The entire listing below is to be written out exactly, minus the pictures.

*****

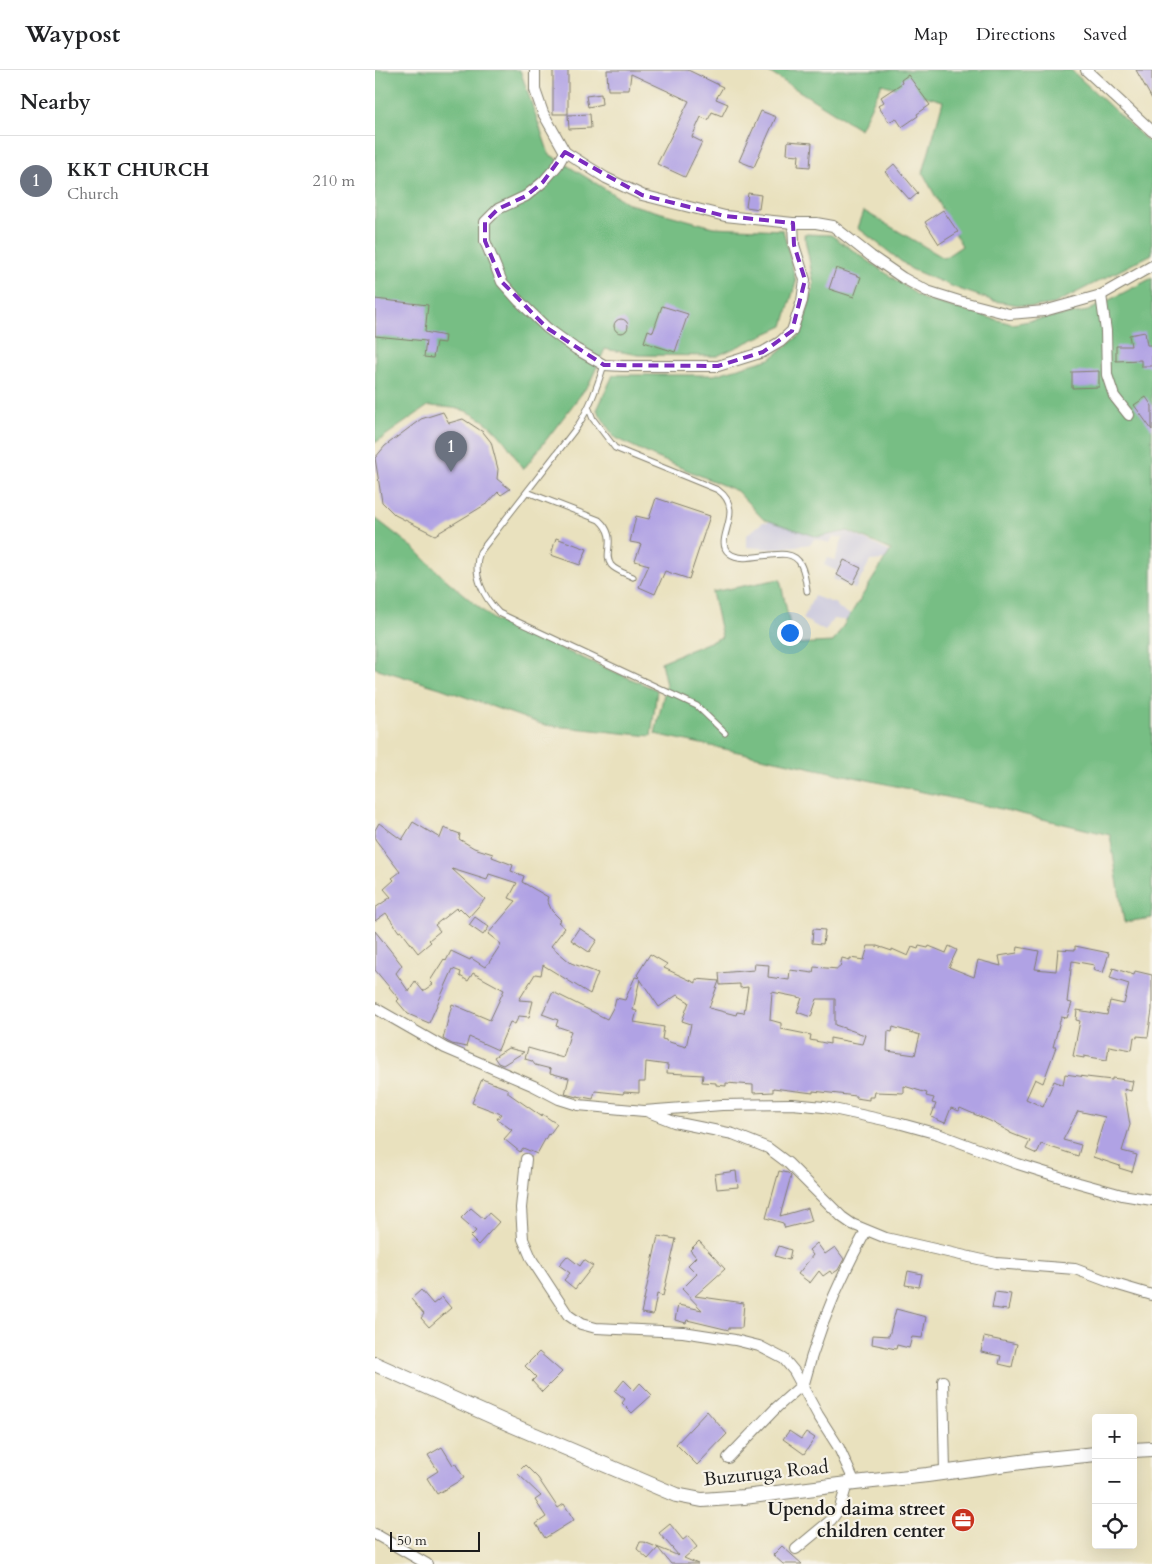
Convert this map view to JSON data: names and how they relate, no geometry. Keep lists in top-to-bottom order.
{
  "streets": {
    "main road": ["Buzuruga Road"]
  },
  "places": {
    "office": ["Upendo daima street children center"]
  },
  "scale_bar": "50 m",
  "page": {
    "header": "Waypost",
    "nav": ["Map", "Directions", "Saved"],
    "heading": "Nearby",
    "list": [
      {
        "mark": "1",
        "name": "KKT CHURCH",
        "note": "Church",
        "value": "210 m"
      }
    ],
    "pins": "1",
    "map_buttons": ["+", "−"],
    "scale": "50 m"
  }
}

*****

* **Response**:
Convert this map view to JSON data: names and how they relate, no geometry. Keep lists in top-to-bottom order.
{
  "streets": {
    "main road": ["Buzuruga Road"]
  },
  "places": {
    "office": ["Upendo daima street children center"]
  },
  "scale_bar": "50 m",
  "page": {
    "header": "Waypost",
    "nav": ["Map", "Directions", "Saved"],
    "heading": "Nearby",
    "list": [
      {
        "mark": "1",
        "name": "KKT CHURCH",
        "note": "Church",
        "value": "210 m"
      }
    ],
    "pins": "1",
    "map_buttons": ["+", "−"],
    "scale": "50 m"
  }
}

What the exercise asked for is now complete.